P1.27 Does a climate model reproduce consistent ENSO precipitation signals in southern South America?

Tuesday, 11 January 2000
Alice M. Grimm, Federal University of Parana, Curitiba, Brazil and International Research Institute for Climate Prediction, Palisades, NY; and C. F. Ropelewski and S. Mason

Southern South America experiences consistent and strong precipitation anomalies associated with the various stages of El Nino and La Nina events. The timing of the anomalies varies throughout SSA due to different processes leading to precipitation anomalies. The purpose of this paper is to examine whether a climate model currently used for seasonal forecast purposes is able to reproduce these consistent anomalies when forced by observed SST anomalies. The outputs of the ECHAM3 model runs, with T42 resolution and forced with observed SST, are used is this analysis for the period 1956-1992. Precipitation data given by the ensemble mean of 8 model runs are submitted to the same analysis as observed data from a set of 134 stations in Southern South America.
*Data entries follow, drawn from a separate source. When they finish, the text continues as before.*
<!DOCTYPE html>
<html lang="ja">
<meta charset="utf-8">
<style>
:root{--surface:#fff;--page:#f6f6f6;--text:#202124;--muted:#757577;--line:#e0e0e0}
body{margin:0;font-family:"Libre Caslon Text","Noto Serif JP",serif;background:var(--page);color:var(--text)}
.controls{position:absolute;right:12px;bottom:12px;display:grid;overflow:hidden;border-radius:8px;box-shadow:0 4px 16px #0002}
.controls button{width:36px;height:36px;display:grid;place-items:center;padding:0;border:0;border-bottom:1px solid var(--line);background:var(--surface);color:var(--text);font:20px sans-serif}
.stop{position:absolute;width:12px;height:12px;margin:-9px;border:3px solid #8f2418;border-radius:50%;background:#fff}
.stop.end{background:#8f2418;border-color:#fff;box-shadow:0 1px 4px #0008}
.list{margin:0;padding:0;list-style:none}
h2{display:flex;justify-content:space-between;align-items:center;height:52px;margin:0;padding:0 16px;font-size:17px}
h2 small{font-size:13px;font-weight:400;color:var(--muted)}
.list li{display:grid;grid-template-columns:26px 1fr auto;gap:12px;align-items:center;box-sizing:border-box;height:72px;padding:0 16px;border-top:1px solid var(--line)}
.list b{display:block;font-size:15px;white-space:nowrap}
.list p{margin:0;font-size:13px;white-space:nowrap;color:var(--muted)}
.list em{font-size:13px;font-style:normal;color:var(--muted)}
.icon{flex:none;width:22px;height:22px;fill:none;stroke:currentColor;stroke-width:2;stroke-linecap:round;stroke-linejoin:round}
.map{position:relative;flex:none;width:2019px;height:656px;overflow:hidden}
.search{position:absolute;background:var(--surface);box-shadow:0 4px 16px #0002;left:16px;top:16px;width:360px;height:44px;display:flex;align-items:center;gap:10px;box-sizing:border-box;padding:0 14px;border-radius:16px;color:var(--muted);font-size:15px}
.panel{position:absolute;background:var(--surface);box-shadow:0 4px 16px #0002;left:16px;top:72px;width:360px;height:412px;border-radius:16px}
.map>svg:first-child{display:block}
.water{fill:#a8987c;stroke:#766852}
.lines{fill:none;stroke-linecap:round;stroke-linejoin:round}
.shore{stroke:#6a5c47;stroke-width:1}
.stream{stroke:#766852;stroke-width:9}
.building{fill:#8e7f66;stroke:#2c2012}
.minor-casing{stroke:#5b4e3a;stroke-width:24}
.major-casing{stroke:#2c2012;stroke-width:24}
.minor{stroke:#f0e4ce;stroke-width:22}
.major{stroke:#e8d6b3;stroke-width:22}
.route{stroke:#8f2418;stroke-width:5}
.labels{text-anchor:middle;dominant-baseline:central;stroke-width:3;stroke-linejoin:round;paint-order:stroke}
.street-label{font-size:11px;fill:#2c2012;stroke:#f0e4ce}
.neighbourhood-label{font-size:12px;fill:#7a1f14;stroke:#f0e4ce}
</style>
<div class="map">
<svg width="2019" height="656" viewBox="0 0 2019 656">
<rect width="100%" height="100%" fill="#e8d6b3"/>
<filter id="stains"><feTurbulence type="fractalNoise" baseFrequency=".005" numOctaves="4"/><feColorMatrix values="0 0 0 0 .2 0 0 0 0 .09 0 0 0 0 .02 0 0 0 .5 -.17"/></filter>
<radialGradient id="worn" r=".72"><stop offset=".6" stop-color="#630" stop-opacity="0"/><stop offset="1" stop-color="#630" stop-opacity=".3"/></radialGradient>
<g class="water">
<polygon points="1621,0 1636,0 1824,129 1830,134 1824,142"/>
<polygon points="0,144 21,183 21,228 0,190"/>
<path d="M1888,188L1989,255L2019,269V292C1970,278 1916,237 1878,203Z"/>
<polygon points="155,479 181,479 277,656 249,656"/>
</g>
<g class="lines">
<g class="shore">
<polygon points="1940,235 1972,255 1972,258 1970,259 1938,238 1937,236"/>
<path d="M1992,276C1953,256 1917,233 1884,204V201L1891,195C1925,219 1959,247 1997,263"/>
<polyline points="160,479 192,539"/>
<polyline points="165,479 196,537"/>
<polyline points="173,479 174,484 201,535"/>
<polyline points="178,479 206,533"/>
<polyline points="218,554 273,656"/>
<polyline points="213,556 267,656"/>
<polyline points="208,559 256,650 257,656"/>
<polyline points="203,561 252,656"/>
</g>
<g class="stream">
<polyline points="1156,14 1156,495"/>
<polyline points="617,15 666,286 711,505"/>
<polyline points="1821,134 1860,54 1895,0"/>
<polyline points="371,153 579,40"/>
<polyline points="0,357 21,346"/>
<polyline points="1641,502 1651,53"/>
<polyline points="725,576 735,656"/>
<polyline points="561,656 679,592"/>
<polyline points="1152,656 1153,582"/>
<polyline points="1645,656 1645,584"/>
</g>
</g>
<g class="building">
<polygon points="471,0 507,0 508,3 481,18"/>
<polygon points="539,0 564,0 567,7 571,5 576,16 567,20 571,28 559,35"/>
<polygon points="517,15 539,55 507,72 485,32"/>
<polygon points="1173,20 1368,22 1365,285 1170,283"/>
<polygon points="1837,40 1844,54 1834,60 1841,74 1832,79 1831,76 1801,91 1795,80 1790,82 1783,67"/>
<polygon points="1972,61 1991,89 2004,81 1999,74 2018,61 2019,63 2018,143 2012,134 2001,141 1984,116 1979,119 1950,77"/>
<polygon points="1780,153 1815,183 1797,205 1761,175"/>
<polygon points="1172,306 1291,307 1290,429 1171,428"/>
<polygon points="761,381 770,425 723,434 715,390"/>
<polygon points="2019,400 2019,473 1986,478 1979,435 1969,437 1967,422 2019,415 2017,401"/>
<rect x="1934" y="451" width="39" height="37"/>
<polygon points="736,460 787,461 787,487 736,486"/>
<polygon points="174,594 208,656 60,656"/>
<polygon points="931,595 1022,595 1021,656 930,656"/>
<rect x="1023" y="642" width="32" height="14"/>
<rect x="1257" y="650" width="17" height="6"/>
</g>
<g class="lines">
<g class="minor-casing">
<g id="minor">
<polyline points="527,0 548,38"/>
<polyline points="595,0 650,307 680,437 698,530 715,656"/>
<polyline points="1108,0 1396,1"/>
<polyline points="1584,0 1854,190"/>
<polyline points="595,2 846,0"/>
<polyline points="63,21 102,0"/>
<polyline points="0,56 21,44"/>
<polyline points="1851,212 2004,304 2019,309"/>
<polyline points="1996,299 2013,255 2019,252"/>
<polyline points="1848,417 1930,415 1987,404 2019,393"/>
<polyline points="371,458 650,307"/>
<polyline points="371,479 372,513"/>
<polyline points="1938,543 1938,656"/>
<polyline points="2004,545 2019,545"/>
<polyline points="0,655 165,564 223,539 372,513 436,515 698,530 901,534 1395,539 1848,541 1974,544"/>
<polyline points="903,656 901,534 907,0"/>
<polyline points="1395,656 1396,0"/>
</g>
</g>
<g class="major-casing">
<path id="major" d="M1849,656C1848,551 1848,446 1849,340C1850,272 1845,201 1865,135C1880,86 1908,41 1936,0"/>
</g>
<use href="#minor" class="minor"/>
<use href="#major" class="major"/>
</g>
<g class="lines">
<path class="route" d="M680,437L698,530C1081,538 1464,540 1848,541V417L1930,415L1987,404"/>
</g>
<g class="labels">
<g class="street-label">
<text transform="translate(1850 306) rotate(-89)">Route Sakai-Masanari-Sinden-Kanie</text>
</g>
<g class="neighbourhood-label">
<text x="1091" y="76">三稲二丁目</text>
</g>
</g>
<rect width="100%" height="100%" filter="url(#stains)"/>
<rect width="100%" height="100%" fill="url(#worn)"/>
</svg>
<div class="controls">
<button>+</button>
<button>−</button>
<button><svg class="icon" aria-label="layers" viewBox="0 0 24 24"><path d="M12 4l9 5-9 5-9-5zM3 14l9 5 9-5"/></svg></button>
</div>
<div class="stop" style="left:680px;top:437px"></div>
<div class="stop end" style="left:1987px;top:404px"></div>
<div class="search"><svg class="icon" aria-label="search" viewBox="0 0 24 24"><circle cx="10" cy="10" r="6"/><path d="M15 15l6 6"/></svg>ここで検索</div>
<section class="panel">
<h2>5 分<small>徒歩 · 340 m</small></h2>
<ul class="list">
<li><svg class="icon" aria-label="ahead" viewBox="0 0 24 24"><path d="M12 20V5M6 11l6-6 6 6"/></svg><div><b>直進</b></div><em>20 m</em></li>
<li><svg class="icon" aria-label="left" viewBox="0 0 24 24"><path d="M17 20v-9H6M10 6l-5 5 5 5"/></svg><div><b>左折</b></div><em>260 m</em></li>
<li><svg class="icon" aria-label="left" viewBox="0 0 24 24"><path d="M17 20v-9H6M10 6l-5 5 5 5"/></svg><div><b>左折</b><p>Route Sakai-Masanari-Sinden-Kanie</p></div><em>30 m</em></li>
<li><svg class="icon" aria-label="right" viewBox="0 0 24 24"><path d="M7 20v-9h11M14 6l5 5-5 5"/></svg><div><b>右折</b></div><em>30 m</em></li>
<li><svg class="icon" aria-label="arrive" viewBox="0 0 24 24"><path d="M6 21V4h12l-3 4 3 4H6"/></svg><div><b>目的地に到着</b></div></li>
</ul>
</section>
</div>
Composites of precipitation percentiles for every month within the El Nino/La Nina cycle are generated, along with the assessment of the consistency of the anomalies, given by a test based on the hypergeometric distribution. This analysis shows that the main features of the observed precipitation anomalies during the ENSO cycle seem to be best reproduced by the model during La Nina events. The composites of circulation anomalies from the model outputs and NCEP/NCAR reanalysis data are compared for November of El Nino years to diagnose the differences between the modeled and observed rainfall anomalies.